Reducing greenhouse gas emissions is one of the big concerns of our age. The numerous diverging interests pitted against each other on this issue make it a real puzzler for policy makers, though. After many years of public policies aimed at reducing GHGs, layered one on top of the other, it’s time to ask ourselves if our rural regions are not being penalized disproportionately by all of these measures.
Carbon pricing is certainly one of the most effective policy tools for fighting climate change. Such a measure works by attaching a price to certain behaviours, such as fuel consumption, to discourage them. However, this should be done in such a way as to reorganize the tax burdens of individuals and companies rather than increasing those burdens. Indeed, this is a principle that is recognized by many economists.
It must be pointed out that Quebec’s carbon pricing policy increases the price of fuel equally across the entire province. It’s easy to see how this will produce the desired effect in a city like Montreal or Toronto, where people can more easily replace driving with taking the bus and/or subway to get to work or visit friends. The problem is that the alternatives are not nearly as convenient in rural regions, and consumers are therefore held captive. It would be a lot fairer to modulate the price of carbon in such a way that rural residents would not be unduly penalized by what quite frankly becomes just a tax grab.
To take another example, the rigid regulatory framework surrounding the repurposing of inactive wells in Western Canada also deprives the population of interesting economic opportunities, all while posing a risk for the environment and, potentially, human health. The current system allows for reclamation and remediation but not for the repurposing of the land. We, therefore, need to take a fresh look at this very real issue and stop getting bogged down in regulatory processes that move at the speed of quicksand.
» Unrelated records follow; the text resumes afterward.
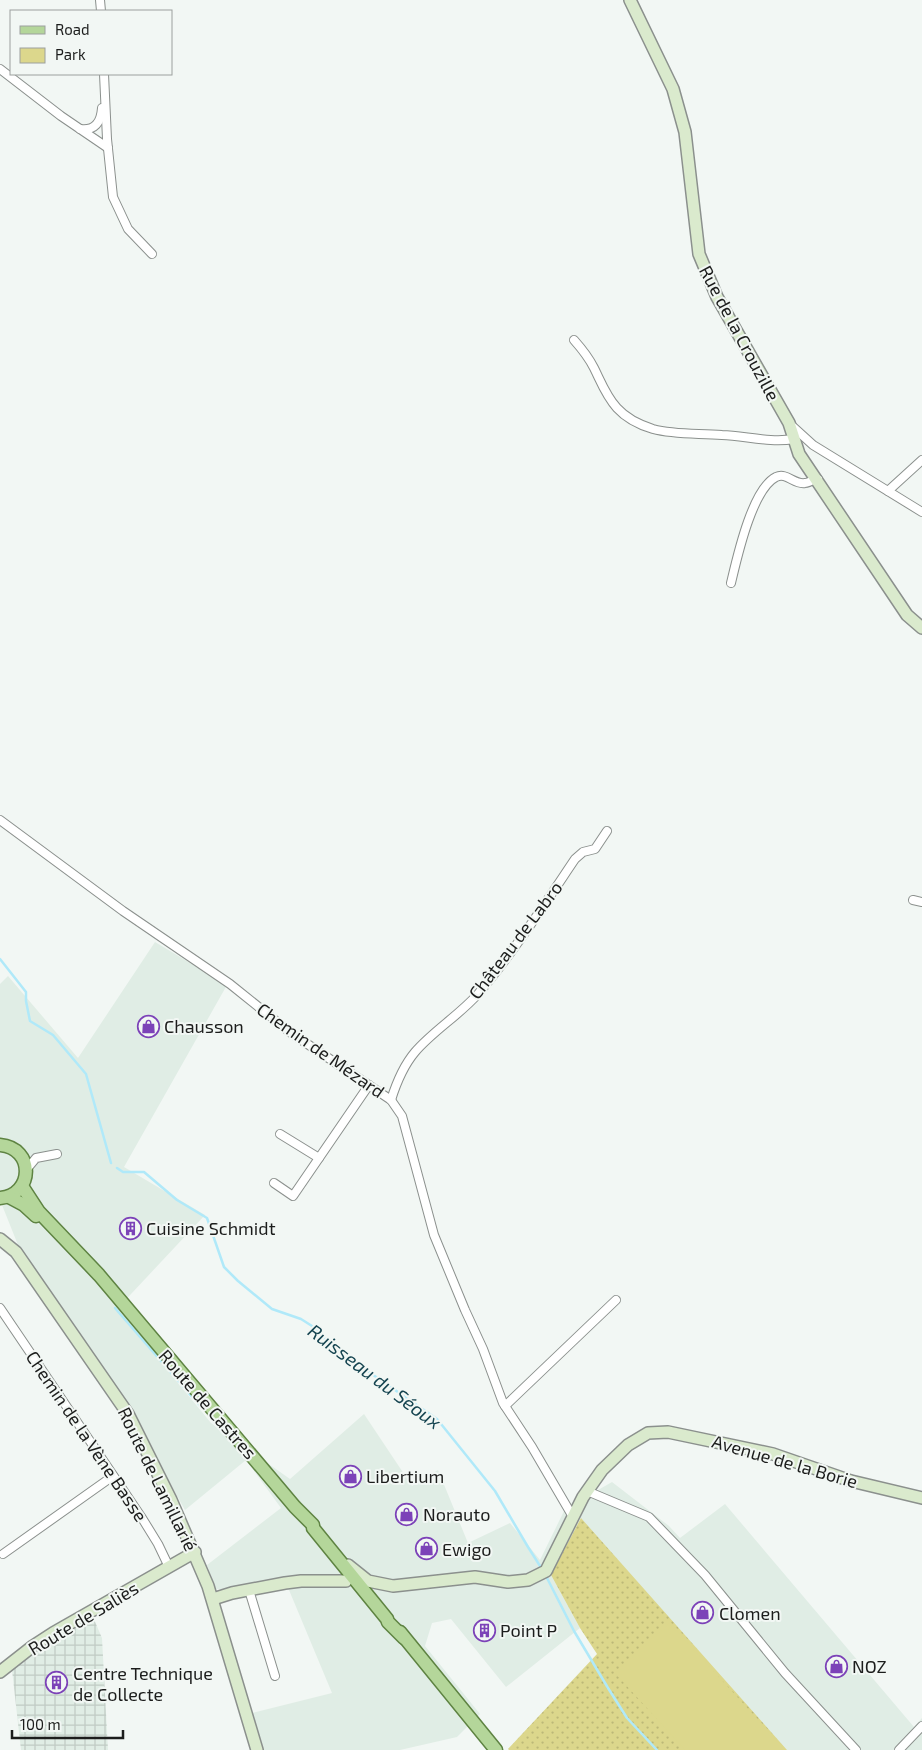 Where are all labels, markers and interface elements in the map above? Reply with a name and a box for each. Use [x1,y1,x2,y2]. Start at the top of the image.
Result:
legend [10,10,172,75]
text: Road [55,20,90,38]
text: Park [55,45,86,63]
street label: Rue de la Crouzille [695,262,785,404]
street label: Château de Labro [464,877,566,1003]
street label: Chemin de Mézard [253,998,389,1102]
shop icon: Chausson [136,1014,160,1038]
place label: Chausson [164,1015,244,1037]
building icon: Cuisine Schmidt [118,1216,142,1240]
place label: Cuisine Schmidt [146,1217,276,1239]
water label: Ruisseau du Séoux [304,1318,446,1434]
street label: Route de Castres [154,1345,262,1463]
street label: Chemin de la Vène Basse [22,1347,152,1525]
street label: Route de Lamillarié [114,1403,202,1555]
street label: Avenue de la Borie [710,1430,860,1492]
shop icon: Libertium [338,1464,362,1488]
place label: Libertium [366,1465,444,1487]
shop icon: Norauto [395,1502,419,1526]
place label: Norauto [423,1503,490,1525]
shop icon: Ewigo [414,1537,438,1561]
place label: Ewigo [442,1538,492,1560]
street label: Route de Saliès [24,1576,142,1660]
shop icon: Clomen [691,1601,715,1625]
place label: Clomen [719,1602,781,1624]
building icon: Point P [472,1618,496,1642]
place label: Point P [500,1619,557,1641]
shop icon: NOZ [824,1654,848,1678]
place label: NOZ [852,1655,887,1677]
place label: Centre Technique de Collecte [73,1662,213,1705]
building icon: Centre Technique de Collecte [45,1671,69,1695]
scale bar [12,1708,124,1740]
text: 100 m [20,1715,61,1733]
For example, it took one project over five years to wade through the layers of regulations in repurposing legacy oil and gas infrastructure for community solar power. When you consider that there are 97,000 inactive wells and 71,000 abandoned wells across Alberta, it’s easy to see that we’re missing out on a promising opportunity to revitalize communities and generate economic activity in a region that has suffered in recent years.
In Quebec, it’s dogma that’s blocking progress. The moratorium on developing the province’s natural gas resources remains in effect, to the detriment of rural residents. It’s the people who live in rural communities, where the average wage is 16 per cent lower than it is in urban centres, who pay the price for this harmful public policy. By lifting its natural gas restrictions for 25 years, Quebec could create 9,200 jobs and gain a total of $93 billion in GDP. We’re talking about a major economic development policy.
We also need to realize that developing these resources and exporting them would help accelerate the closing of coal power plants in other countries, thus reducing global greenhouse gases. Unfortunately, it’s a safe bet that the Quebec government will not seize this opportunity, judging by its decision in the GNL Quebec file. And yet, a majority of Quebecers want the province to develop its oil resources, which is an even more sensitive matter.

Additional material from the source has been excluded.